Sunday, August 19, 2012

one year

In thinking about what to post, I found myself dwelling on this odd fact of today.  It's August 19, and it has been one year exactly since my mother passed away.

I thought today might be an emotional wreck of a day; I thought maybe I'd find a way to commemorate it beyond writing, in what I cooked for dinner or what I watched on television or what I read or something.

But it was a very typical Sunday.  We got up for church, took the longer route home, played with Annalise, took naps and watched sports.  Coincidentally, the Yankees are playing the Red Sox tonight and they're winning - because Mom would not have it any other way, of course.

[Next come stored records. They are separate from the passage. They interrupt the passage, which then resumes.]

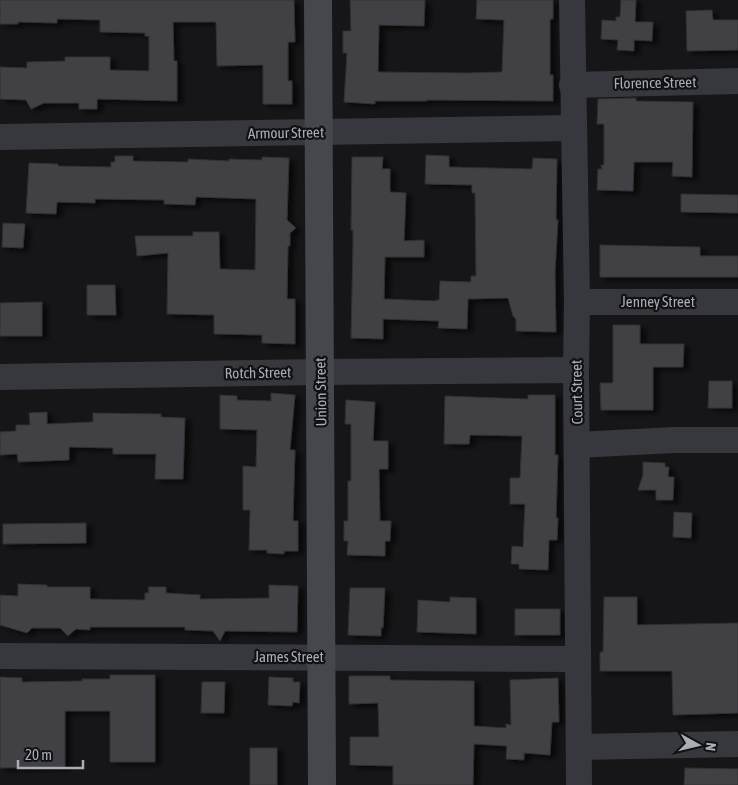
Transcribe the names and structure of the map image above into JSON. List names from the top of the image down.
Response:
{
  "streets": {
    "main road": ["Union Street"],
    "street": [
      "Florence Street",
      "Armour Street",
      "Jenney Street",
      "Rotch Street",
      "Court Street",
      "James Street"
    ]
  },
  "crossings": [
    ["Florence Street", "Court Street"],
    ["Armour Street", "Union Street"],
    ["Armour Street", "Court Street"],
    ["Jenney Street", "Court Street"],
    ["Rotch Street", "Union Street"],
    ["Rotch Street", "Court Street"],
    ["Union Street", "James Street"],
    ["Court Street", "James Street"]
  ],
  "scale_bar": "20 m",
  "north": "right"
}
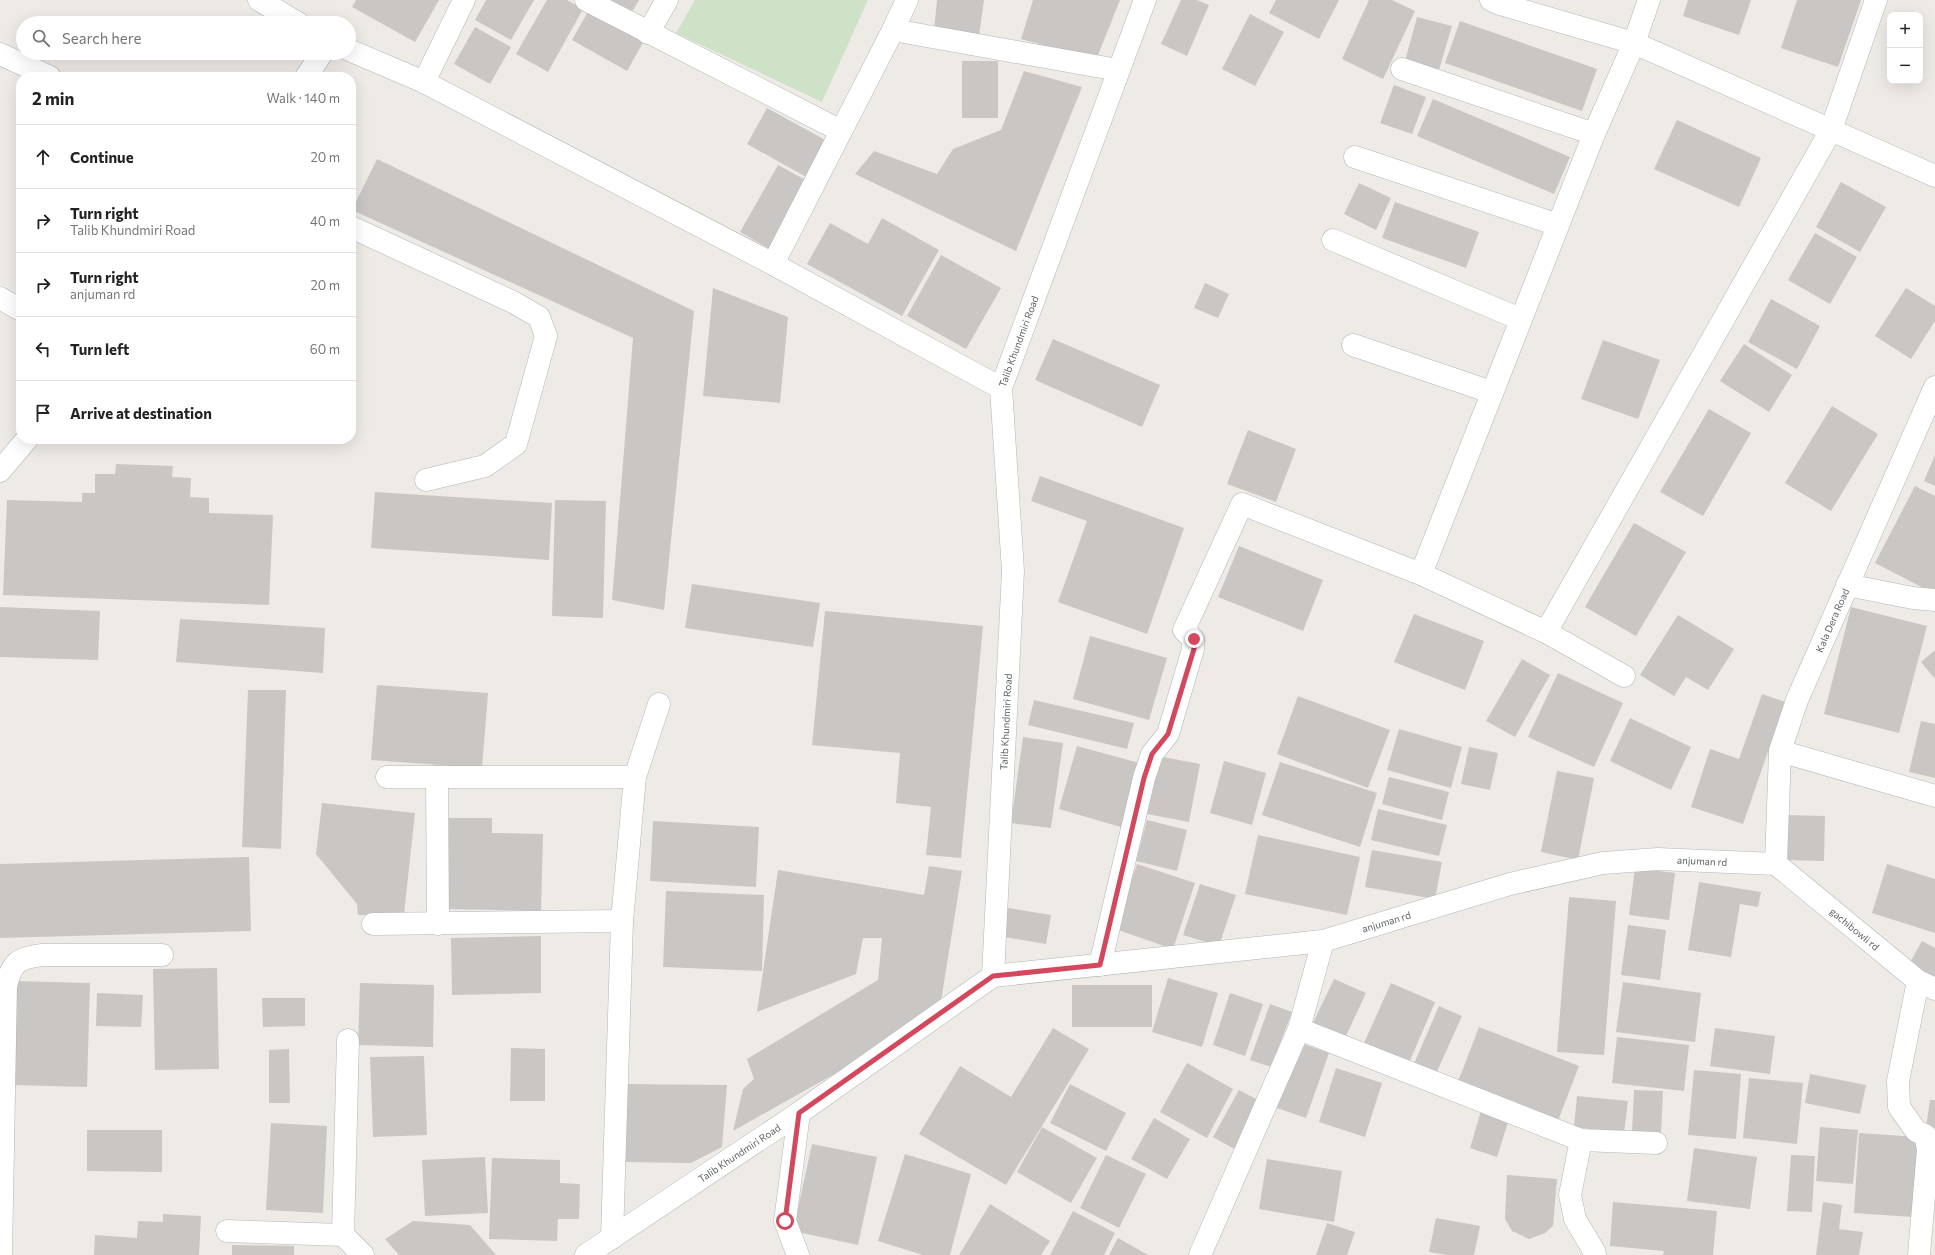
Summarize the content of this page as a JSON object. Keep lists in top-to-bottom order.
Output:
{
  "streets": {
    "street": [
      "Talib Khundmiri Road",
      "Kala Dera Road",
      "anjuman rd",
      "gachibowli rd"
    ]
  },
  "crossings": [
    ["Talib Khundmiri Road", "anjuman rd"],
    ["Kala Dera Road", "anjuman rd"],
    ["Kala Dera Road", "gachibowli rd"],
    ["anjuman rd", "gachibowli rd"]
  ],
  "page": {
    "map_buttons": ["+", "−"],
    "search": "Search here",
    "heading": ["2 min", "Walk · 140 m"],
    "list": [
      ["Continue", "20 m"],
      ["Turn right", "Talib Khundmiri Road", "40 m"],
      ["Turn right", "anjuman rd", "20 m"],
      ["Turn left", "60 m"],
      "Arrive at destination"
    ]
  }
}
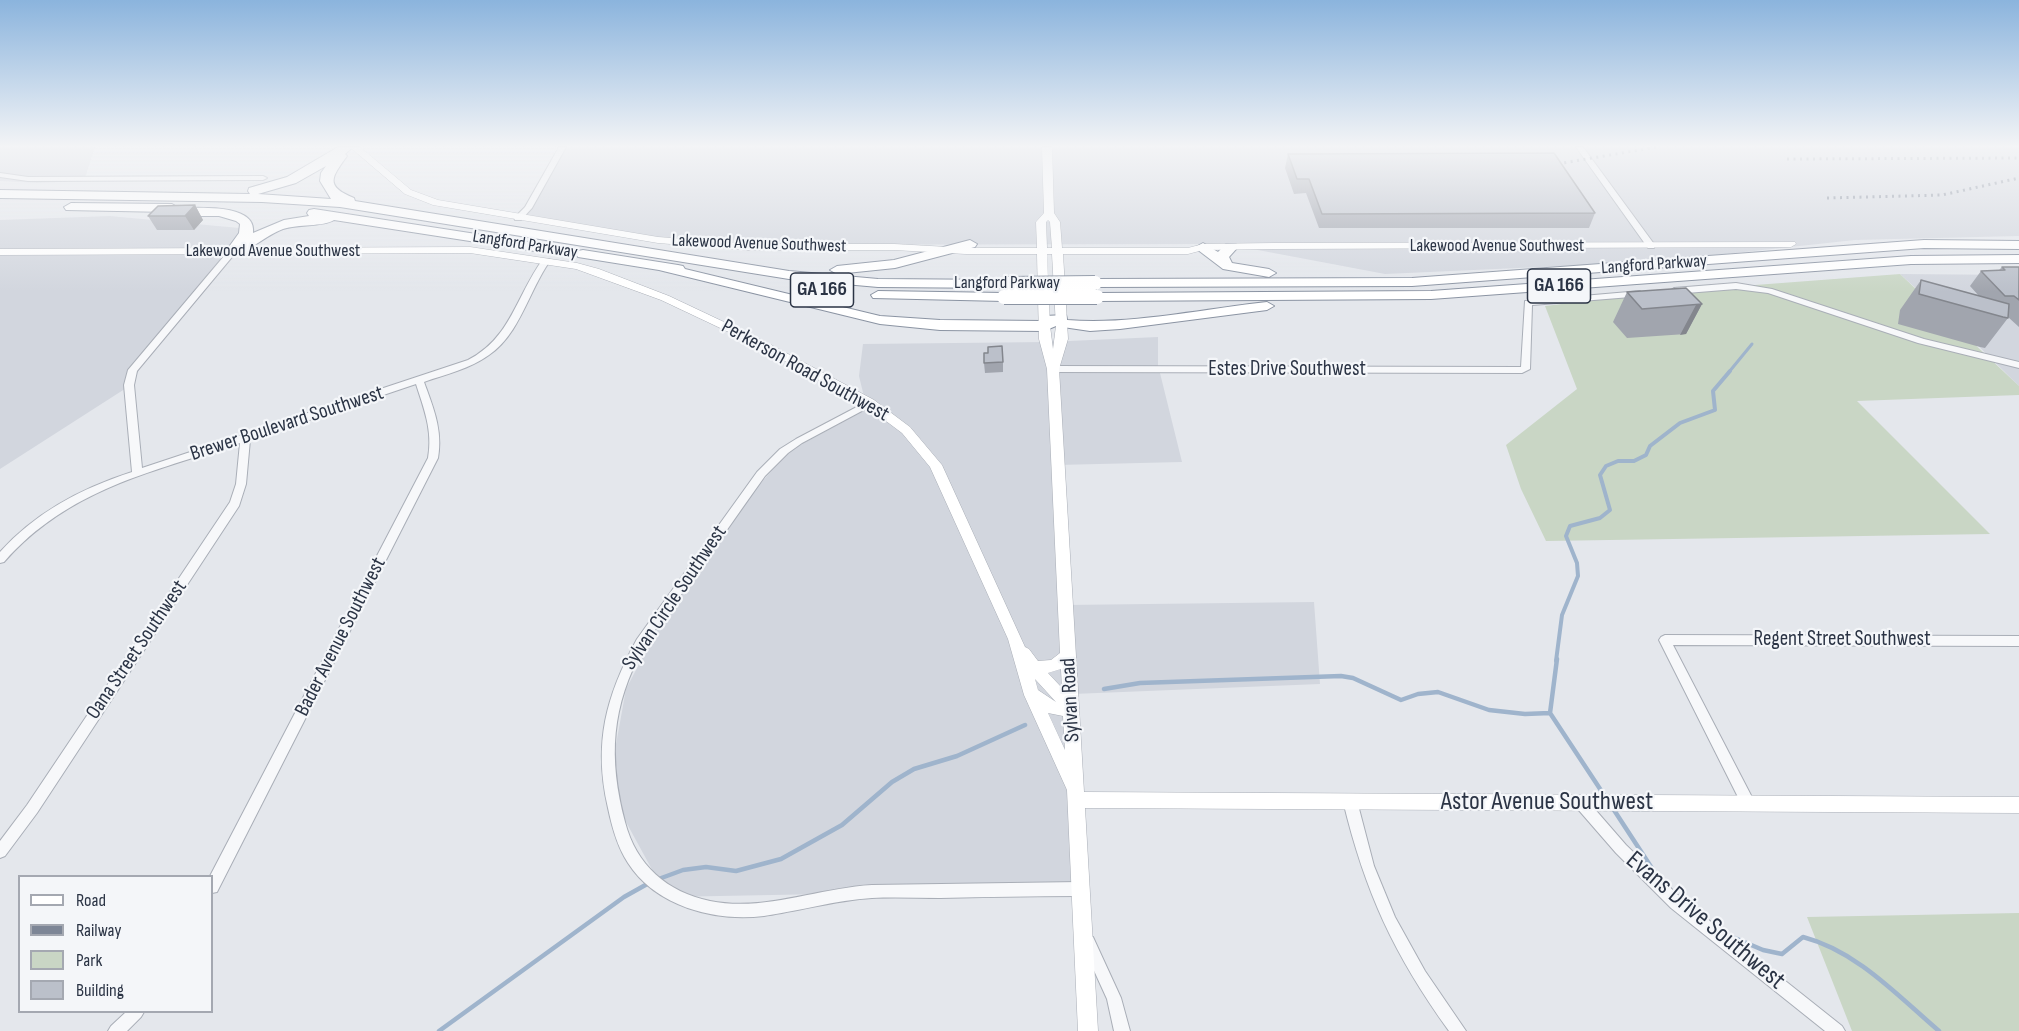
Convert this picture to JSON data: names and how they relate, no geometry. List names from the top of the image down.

I haven't been melancholy or really even sad, and I wondered why.

Not that it took much to figure that out.  August 19 has the fact of Mom's death - but other days have the distinction of being the really terrible days.

September 9, 2008 was the day she sent me an email confirming that she had ALS.  Mother's Day 2008 was the day I knew that she did.  I think those two dates stand out as the absolute worst for me; those were the days I knew I was losing her, because there is no coming back from ALS.  Not yet, and maybe not ever.

Thanksgiving 2008.  The last time Mom and I went shopping together - we went to the mall to find Christmas stockings for my house

Christmas 2008.  The only time Mom ever got to see my house and spend Christmas with us in Austin.

January 12, 2009 was the last time she sent me an email - it was to ask if I could find her a Texas flag for her garden and to ask what I wanted for my birthday.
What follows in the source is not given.